Work instruction
Your task is to copy each line of the material that holds the word "filter".

Provided records
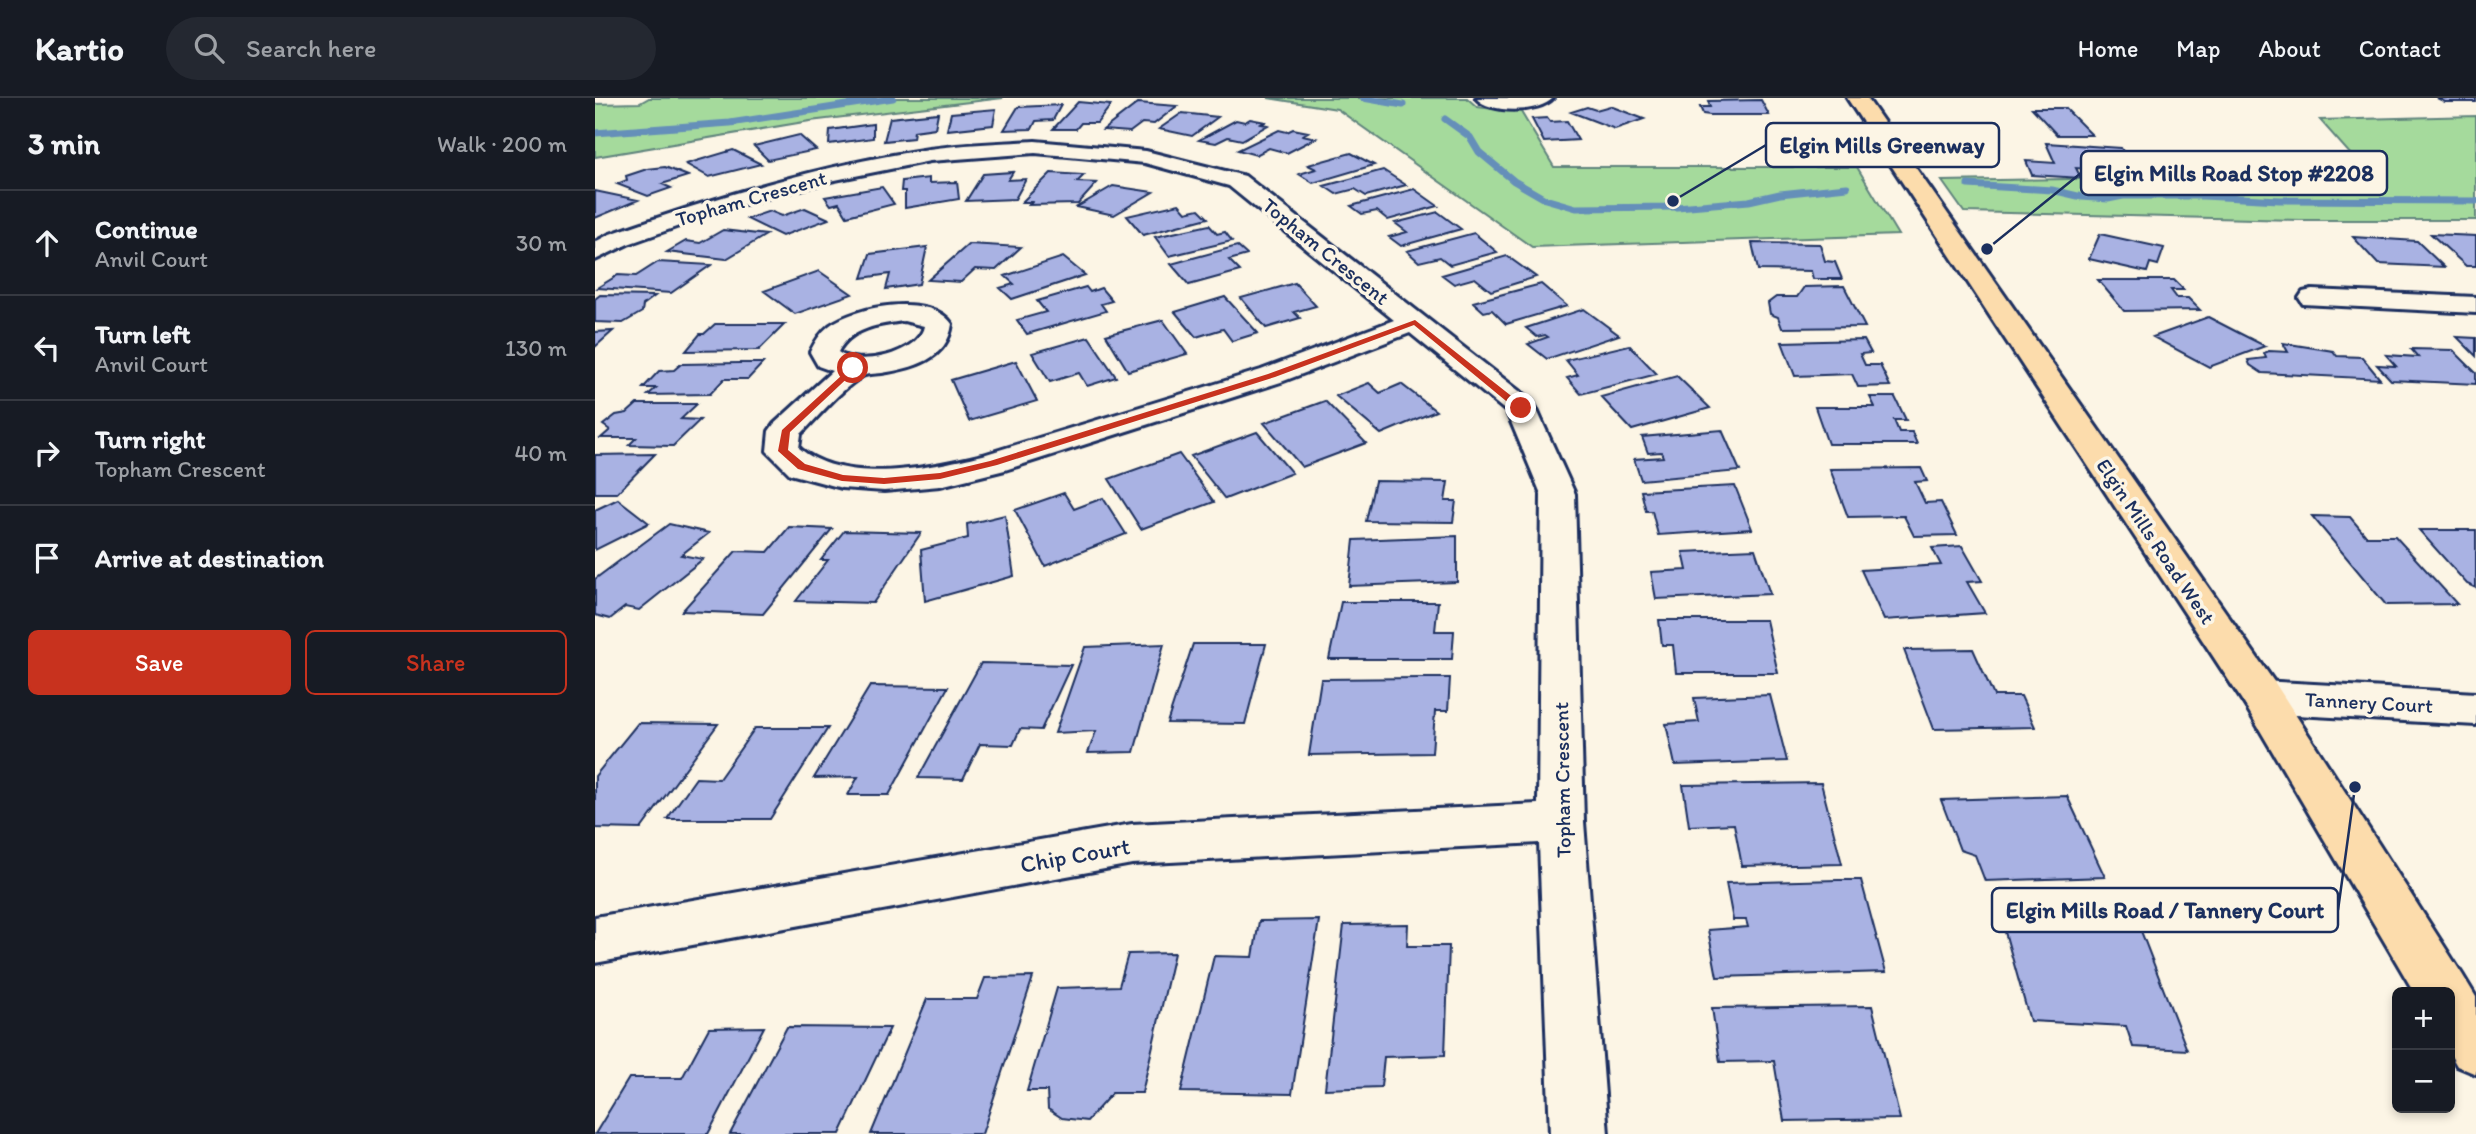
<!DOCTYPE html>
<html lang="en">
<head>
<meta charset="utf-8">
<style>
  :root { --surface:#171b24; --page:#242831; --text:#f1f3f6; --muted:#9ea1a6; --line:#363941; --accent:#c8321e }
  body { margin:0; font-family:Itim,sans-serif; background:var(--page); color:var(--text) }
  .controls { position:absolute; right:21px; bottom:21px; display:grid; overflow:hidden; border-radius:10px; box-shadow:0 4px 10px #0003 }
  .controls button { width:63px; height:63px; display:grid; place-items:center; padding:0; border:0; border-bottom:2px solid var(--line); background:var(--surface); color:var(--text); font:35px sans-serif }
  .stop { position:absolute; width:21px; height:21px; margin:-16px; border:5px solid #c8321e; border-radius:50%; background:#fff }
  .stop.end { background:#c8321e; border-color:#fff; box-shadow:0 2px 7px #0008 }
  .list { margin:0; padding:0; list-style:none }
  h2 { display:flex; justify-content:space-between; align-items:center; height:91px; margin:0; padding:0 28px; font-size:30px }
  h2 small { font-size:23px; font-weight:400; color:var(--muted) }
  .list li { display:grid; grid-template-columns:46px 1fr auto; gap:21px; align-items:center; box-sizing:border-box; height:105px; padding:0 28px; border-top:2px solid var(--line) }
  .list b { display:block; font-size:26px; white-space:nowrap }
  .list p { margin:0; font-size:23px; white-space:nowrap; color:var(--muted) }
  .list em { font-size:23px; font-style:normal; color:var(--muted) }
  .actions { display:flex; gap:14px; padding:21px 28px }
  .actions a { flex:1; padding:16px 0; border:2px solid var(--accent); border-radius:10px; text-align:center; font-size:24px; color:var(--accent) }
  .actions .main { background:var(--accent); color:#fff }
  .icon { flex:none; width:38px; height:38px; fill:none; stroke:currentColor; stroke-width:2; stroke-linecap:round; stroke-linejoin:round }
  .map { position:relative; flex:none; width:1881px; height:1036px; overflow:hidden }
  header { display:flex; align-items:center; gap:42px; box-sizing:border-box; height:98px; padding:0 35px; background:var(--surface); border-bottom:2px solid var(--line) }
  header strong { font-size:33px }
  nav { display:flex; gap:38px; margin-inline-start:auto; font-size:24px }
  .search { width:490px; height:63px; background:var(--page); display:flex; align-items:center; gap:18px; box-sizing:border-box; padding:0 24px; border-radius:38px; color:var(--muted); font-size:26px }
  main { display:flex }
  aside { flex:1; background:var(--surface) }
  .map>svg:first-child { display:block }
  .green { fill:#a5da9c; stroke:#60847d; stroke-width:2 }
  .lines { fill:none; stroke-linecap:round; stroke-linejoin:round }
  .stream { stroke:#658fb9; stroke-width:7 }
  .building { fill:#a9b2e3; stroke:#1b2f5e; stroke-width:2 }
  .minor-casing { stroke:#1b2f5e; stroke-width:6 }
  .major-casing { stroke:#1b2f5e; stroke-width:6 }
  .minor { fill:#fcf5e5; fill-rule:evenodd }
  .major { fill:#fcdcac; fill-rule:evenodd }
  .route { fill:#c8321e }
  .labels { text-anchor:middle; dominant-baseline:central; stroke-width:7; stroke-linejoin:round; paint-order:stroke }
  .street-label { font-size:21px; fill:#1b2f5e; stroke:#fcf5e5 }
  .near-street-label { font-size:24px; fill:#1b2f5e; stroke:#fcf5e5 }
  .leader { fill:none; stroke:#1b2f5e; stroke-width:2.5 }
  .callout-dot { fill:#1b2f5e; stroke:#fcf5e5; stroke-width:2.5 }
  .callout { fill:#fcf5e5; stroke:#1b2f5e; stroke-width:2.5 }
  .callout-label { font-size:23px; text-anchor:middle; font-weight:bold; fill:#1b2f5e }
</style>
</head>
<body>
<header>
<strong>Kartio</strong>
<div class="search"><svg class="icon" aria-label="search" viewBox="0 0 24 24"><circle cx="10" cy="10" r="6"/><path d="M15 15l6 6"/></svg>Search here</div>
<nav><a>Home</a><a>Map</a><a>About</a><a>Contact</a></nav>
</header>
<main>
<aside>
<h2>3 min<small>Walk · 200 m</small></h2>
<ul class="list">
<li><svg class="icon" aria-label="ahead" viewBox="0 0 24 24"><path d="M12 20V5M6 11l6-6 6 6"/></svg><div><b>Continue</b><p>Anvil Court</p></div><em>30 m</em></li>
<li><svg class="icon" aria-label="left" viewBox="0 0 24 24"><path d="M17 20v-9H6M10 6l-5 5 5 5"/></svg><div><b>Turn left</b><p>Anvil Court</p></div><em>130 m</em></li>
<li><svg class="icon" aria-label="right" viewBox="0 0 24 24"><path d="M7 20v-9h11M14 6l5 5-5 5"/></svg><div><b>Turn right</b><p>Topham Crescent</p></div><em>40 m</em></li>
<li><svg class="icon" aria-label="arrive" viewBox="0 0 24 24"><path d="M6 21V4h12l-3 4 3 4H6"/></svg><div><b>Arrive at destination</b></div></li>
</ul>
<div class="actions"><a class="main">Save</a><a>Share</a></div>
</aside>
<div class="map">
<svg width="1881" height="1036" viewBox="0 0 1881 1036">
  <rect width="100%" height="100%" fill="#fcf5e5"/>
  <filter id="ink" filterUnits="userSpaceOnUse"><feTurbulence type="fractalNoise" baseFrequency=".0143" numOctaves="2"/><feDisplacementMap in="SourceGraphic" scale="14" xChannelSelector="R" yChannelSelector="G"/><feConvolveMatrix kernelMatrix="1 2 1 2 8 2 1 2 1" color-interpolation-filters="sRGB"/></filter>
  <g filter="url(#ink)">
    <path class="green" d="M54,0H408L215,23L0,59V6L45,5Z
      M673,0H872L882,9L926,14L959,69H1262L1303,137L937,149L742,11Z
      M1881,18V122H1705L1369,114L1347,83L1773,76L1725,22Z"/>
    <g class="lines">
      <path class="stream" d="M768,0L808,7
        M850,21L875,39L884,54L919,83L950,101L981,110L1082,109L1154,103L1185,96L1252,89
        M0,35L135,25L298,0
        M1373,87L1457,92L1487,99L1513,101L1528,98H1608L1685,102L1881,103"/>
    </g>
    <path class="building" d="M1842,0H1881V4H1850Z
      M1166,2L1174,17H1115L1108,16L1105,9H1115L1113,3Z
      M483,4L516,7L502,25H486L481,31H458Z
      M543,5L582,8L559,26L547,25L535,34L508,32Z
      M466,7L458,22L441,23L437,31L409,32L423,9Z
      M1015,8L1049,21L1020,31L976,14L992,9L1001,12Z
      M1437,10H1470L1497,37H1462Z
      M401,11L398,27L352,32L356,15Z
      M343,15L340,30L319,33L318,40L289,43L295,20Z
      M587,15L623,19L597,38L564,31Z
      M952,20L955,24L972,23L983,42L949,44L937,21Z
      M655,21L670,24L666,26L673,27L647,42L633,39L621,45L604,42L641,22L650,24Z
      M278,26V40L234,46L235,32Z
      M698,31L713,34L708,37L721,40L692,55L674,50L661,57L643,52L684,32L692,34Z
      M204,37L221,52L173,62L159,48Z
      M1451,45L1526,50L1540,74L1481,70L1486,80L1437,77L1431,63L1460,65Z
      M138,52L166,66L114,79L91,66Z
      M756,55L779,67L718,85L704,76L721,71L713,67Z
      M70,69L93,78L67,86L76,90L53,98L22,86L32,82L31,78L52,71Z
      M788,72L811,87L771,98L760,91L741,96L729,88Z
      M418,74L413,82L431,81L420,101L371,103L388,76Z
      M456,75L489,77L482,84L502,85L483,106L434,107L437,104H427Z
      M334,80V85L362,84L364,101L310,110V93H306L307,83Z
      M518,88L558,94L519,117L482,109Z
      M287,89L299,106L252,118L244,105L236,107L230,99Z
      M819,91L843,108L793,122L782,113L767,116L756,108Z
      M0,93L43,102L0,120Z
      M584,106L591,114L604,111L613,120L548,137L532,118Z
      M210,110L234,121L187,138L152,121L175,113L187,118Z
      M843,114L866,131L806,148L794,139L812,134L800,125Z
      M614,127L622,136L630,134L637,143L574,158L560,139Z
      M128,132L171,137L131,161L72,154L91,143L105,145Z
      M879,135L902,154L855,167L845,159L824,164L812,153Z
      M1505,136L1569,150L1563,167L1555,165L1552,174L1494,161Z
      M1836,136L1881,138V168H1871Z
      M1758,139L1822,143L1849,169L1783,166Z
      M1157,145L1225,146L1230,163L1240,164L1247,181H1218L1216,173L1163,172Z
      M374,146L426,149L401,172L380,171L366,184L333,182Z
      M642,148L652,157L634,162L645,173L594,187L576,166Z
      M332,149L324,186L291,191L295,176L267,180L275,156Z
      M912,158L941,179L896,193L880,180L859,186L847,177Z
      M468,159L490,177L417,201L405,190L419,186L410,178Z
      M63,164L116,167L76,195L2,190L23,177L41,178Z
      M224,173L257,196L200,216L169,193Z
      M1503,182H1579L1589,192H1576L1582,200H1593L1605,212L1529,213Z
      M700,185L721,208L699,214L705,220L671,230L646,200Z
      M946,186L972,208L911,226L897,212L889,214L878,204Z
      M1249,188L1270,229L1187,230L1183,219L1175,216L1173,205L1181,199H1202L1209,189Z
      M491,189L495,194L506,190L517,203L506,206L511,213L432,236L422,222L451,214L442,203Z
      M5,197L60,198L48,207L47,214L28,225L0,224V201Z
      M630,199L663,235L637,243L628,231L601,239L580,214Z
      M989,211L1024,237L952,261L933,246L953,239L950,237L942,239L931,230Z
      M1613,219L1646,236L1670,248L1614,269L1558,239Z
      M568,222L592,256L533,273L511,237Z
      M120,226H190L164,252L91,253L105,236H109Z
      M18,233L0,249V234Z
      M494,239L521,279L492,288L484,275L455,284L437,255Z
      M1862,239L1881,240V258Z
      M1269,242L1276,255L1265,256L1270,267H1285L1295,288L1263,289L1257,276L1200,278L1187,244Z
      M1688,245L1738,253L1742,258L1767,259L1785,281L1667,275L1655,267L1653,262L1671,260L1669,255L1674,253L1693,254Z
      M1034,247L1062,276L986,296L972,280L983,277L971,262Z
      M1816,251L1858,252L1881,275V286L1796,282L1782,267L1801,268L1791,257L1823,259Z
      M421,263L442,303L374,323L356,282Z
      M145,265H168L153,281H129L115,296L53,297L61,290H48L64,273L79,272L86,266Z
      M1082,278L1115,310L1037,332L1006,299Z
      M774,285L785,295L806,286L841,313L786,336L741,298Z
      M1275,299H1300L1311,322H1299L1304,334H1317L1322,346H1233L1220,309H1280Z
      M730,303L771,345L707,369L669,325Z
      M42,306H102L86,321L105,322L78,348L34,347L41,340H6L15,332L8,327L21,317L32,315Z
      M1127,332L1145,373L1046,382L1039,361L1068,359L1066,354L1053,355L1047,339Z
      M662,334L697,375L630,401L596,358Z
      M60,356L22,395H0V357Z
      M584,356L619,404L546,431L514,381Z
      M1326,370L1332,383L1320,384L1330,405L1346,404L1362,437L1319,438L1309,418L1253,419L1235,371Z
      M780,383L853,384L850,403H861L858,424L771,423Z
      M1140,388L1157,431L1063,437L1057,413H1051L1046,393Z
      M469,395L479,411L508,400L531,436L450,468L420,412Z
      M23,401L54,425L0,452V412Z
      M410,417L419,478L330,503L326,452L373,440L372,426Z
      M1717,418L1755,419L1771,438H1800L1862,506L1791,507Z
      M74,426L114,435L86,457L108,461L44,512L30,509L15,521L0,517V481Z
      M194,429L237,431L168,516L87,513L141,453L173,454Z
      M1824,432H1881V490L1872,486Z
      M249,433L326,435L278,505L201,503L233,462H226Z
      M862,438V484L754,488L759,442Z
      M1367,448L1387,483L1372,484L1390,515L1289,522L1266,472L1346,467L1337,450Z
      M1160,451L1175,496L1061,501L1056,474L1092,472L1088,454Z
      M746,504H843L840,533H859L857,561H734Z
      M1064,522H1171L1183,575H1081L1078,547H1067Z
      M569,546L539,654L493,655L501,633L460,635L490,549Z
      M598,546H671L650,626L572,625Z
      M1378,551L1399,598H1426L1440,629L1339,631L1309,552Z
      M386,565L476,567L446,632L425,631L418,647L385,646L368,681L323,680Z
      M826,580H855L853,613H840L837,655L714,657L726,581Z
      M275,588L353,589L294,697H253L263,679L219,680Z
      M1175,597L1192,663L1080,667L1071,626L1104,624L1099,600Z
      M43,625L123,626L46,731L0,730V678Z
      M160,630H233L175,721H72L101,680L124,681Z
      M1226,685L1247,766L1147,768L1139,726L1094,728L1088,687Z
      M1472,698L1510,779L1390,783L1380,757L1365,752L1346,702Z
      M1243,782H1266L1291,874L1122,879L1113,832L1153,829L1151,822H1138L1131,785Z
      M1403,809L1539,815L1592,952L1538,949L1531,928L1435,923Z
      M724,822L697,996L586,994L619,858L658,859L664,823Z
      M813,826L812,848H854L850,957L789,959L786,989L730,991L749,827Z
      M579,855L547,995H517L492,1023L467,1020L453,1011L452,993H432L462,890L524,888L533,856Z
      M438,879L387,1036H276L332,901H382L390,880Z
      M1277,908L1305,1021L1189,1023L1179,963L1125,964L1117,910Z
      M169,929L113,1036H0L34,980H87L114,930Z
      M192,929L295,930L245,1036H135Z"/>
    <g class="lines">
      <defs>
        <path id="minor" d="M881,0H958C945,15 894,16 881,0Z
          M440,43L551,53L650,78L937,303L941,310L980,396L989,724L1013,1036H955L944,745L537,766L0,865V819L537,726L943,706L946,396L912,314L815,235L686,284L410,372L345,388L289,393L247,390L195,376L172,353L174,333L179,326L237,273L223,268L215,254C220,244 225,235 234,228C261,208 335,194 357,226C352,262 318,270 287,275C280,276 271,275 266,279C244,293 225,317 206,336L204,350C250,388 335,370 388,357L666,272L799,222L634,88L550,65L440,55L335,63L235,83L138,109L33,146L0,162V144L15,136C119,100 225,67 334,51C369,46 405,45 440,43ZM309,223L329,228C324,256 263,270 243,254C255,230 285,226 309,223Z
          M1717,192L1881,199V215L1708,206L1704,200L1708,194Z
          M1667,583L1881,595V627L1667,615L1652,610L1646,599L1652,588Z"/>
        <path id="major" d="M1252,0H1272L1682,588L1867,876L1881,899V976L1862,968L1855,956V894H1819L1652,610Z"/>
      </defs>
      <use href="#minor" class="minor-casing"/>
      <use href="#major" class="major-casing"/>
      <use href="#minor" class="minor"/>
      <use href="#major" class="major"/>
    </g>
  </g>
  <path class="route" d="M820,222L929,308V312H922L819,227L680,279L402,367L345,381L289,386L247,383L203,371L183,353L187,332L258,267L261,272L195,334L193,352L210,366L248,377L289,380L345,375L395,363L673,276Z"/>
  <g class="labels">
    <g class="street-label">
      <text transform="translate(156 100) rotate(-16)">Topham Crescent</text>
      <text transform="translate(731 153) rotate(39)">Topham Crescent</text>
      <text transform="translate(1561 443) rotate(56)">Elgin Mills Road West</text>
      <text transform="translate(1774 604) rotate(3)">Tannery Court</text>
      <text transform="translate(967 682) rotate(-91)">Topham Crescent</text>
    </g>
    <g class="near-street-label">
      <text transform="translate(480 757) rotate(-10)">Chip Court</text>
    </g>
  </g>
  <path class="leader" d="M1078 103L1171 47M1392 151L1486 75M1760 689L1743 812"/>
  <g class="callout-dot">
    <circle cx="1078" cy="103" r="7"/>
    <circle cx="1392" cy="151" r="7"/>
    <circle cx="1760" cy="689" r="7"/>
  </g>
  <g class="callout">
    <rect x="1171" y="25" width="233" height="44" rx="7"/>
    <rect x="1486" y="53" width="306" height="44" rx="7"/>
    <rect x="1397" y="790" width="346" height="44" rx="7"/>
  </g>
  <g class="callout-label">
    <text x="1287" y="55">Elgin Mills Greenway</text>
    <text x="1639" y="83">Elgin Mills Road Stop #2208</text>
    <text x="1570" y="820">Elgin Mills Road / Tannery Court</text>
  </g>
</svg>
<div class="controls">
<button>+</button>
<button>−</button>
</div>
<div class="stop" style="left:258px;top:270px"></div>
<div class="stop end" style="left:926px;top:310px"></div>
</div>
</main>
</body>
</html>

Completed exercise
  <filter id="ink" filterUnits="userSpaceOnUse"><feTurbulence type="fractalNoise" baseFrequency=".0143" numOctaves="2"/><feDisplacementMap in="SourceGraphic" scale="14" xChannelSelector="R" yChannelSelector="G"/><feConvolveMatrix kernelMatrix="1 2 1 2 8 2 1 2 1" color-interpolation-filters="sRGB"/></filter>
  <g filter="url(#ink)">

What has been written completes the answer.